**Description of the task:** From the records below, copy every line that contains the word "JSON".

**Data under study:**
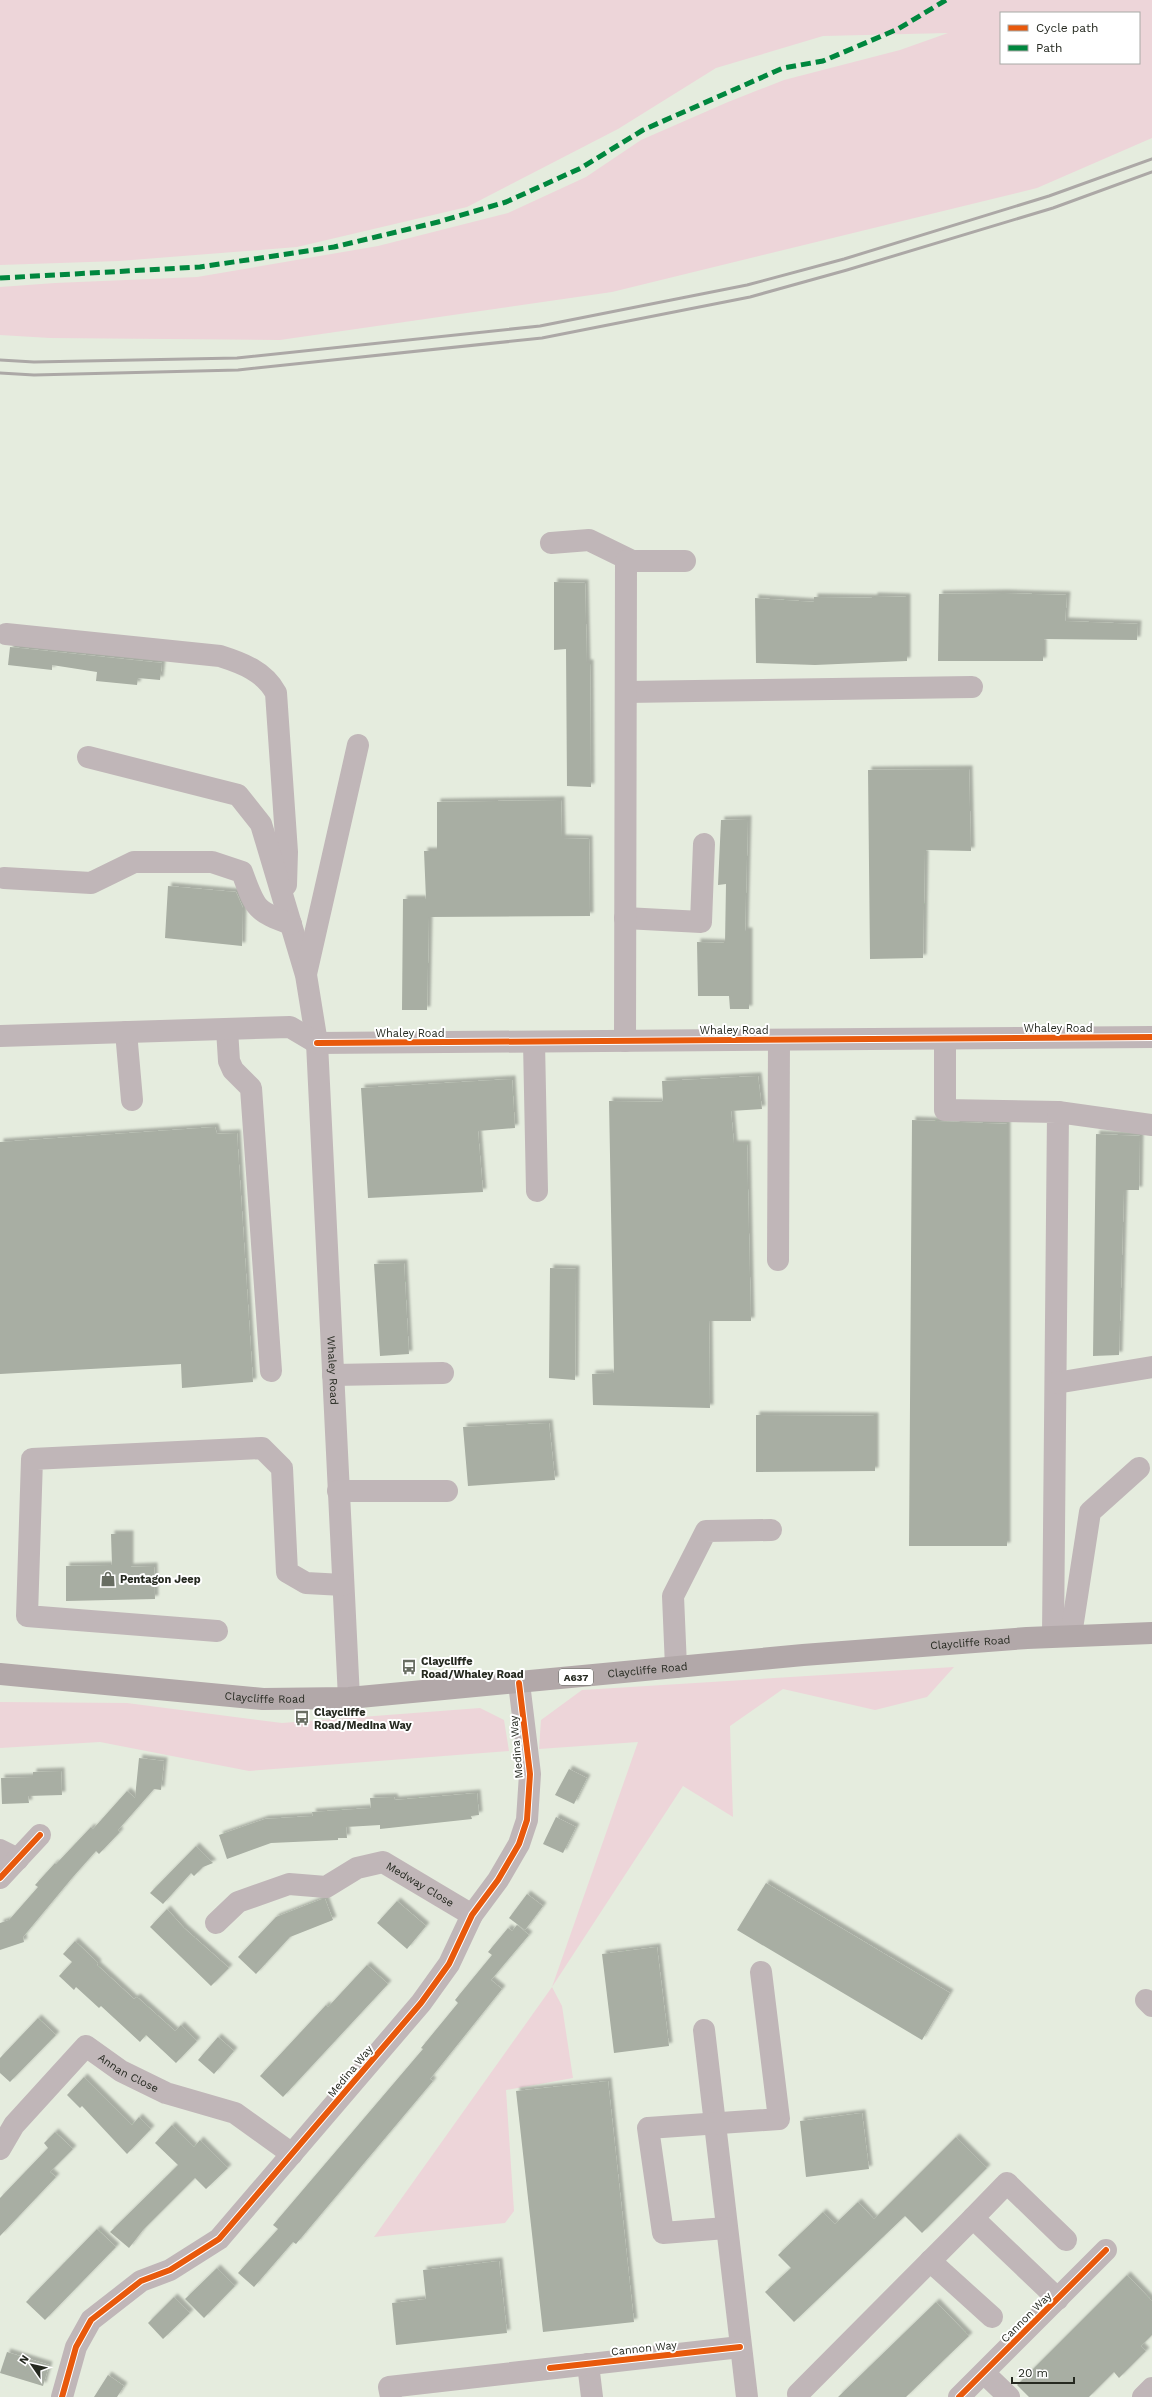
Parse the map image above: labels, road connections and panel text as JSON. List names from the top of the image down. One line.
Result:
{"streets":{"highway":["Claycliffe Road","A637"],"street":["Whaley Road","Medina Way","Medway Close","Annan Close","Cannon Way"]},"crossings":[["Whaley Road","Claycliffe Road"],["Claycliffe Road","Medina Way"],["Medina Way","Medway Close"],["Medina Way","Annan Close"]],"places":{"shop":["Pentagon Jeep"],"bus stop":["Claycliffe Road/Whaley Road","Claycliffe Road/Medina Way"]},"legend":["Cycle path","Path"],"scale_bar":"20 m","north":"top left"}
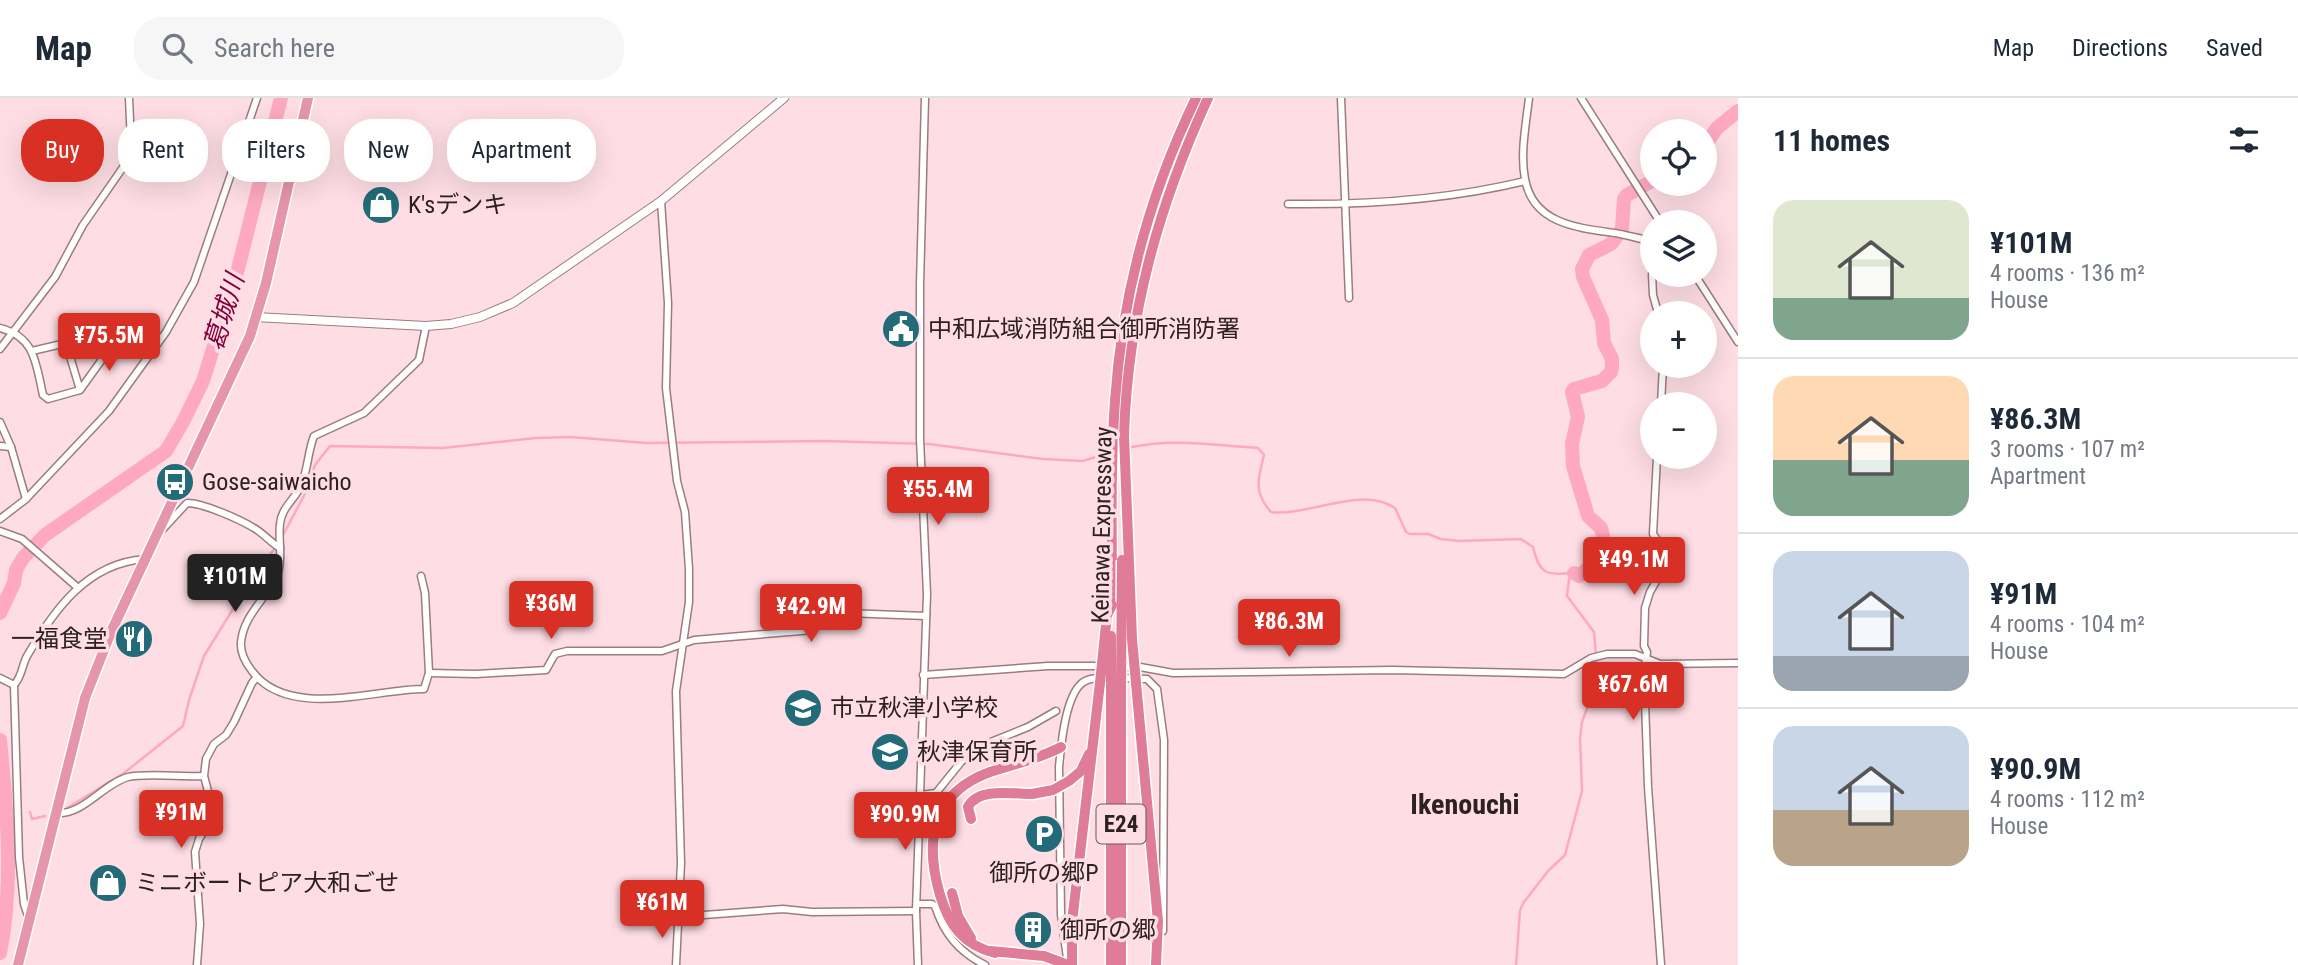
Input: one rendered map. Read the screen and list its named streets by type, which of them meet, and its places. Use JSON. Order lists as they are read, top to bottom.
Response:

**Task output:**
Parse the map image above: labels, road connections and panel text as JSON. List names from the top of the image down. One line.
Input: one rendered map. Read the screen and list its named streets by type, which of them meet, and its places. Use JSON. Order lists as they are read, top to bottom.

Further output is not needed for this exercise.